Among the entries below, find the lines with "font" and copy them.

Data extracted from a collection
= Beginning of Section =
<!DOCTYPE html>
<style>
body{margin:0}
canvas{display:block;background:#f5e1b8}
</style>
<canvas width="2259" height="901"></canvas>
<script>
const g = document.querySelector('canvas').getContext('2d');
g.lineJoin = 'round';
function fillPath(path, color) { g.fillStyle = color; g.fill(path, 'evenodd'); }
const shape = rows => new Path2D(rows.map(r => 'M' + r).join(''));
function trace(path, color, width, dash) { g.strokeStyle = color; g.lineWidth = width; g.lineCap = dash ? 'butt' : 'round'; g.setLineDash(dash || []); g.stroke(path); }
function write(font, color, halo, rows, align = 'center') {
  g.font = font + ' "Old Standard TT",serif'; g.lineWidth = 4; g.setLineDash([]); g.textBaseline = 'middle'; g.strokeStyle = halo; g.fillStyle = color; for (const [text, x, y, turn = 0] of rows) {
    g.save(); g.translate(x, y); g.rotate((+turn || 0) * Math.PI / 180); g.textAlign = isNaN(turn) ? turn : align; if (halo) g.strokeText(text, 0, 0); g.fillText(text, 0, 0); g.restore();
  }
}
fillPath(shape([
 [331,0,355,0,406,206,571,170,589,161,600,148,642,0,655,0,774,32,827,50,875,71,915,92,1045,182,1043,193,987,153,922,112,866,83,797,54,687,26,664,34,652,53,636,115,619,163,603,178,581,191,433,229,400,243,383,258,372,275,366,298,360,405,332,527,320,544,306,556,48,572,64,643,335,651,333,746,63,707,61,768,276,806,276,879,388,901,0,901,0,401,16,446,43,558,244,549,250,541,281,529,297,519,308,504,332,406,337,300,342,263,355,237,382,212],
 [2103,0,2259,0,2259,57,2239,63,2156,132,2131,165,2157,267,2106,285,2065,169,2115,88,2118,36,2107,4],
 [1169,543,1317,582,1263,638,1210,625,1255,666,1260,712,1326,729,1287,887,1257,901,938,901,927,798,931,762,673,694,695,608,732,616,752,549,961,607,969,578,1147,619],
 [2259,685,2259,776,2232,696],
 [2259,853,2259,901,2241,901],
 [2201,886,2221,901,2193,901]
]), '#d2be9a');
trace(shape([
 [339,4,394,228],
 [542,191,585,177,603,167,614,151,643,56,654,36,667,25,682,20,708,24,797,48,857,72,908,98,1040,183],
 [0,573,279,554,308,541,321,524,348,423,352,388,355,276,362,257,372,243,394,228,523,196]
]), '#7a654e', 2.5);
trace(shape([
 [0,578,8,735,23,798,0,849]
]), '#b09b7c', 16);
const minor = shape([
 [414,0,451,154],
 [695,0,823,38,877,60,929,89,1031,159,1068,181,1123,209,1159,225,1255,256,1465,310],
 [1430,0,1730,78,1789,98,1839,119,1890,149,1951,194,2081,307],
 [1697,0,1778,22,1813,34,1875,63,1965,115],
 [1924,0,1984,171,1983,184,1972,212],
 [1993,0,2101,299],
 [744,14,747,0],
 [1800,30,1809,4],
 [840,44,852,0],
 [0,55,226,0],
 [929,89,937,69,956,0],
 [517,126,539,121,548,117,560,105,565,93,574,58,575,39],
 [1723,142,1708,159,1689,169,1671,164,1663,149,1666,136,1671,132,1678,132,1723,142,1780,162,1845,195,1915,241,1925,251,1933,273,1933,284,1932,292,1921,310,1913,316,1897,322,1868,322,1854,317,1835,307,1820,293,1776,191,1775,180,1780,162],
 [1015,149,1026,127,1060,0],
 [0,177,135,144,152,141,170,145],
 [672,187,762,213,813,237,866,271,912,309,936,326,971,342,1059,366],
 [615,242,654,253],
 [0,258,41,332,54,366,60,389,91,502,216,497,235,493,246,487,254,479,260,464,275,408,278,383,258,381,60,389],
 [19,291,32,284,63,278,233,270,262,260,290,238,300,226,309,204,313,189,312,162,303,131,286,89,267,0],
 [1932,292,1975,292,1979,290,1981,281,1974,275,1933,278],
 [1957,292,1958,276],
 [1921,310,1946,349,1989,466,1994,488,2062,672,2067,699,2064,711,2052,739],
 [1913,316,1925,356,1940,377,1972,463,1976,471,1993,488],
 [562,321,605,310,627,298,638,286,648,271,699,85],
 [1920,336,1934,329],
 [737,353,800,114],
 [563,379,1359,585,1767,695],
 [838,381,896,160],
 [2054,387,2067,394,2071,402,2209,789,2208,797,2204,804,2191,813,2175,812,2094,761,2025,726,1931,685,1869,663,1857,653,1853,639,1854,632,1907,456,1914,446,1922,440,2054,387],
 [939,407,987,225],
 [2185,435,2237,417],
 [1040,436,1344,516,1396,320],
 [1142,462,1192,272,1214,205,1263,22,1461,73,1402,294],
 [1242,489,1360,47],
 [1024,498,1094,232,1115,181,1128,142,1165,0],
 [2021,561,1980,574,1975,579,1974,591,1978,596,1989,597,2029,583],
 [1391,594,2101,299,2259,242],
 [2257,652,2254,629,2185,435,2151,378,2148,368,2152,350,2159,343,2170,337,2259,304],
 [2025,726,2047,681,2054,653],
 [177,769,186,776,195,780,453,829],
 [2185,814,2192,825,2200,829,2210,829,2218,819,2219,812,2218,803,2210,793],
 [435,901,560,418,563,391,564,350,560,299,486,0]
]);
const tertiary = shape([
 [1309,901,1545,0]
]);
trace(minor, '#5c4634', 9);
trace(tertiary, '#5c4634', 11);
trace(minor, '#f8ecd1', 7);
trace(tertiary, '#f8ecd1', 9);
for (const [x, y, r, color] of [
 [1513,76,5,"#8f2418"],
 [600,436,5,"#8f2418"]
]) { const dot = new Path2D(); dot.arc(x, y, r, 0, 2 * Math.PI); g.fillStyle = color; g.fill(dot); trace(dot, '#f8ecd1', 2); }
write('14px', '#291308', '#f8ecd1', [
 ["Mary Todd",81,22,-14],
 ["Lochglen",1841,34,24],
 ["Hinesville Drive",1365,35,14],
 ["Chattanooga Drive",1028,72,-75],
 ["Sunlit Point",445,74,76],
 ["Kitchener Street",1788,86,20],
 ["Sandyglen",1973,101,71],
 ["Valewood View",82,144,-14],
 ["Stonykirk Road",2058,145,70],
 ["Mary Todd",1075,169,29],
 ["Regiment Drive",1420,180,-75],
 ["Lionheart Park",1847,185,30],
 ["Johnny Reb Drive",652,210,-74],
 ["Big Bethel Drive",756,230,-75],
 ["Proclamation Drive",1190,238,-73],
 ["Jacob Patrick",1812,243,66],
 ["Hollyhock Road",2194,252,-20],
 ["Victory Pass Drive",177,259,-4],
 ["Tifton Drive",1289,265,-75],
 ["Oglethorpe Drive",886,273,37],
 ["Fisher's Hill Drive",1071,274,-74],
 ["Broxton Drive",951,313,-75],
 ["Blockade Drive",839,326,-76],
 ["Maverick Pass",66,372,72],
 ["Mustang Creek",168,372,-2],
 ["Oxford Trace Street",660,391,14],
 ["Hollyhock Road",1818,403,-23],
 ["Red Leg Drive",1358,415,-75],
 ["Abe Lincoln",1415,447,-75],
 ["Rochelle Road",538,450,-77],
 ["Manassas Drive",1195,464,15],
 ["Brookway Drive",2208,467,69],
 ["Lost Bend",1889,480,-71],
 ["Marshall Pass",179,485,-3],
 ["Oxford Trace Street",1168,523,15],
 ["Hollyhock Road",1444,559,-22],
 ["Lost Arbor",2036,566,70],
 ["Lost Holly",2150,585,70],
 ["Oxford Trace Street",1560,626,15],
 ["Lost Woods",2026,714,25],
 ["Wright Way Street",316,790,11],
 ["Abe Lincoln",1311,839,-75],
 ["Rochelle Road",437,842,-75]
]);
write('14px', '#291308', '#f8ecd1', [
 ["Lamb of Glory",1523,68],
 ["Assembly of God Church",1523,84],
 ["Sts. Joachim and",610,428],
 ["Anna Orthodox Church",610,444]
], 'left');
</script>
= End of Section =
__TASK RESPONSE__.
function write(font, color, halo, rows, align = 'center') {
  g.font = font + ' "Old Standard TT",serif'; g.lineWidth = 4; g.setLineDash([]); g.textBaseline = 'middle'; g.strokeStyle = halo; g.fillStyle = color; for (const [text, x, y, turn = 0] of rows) {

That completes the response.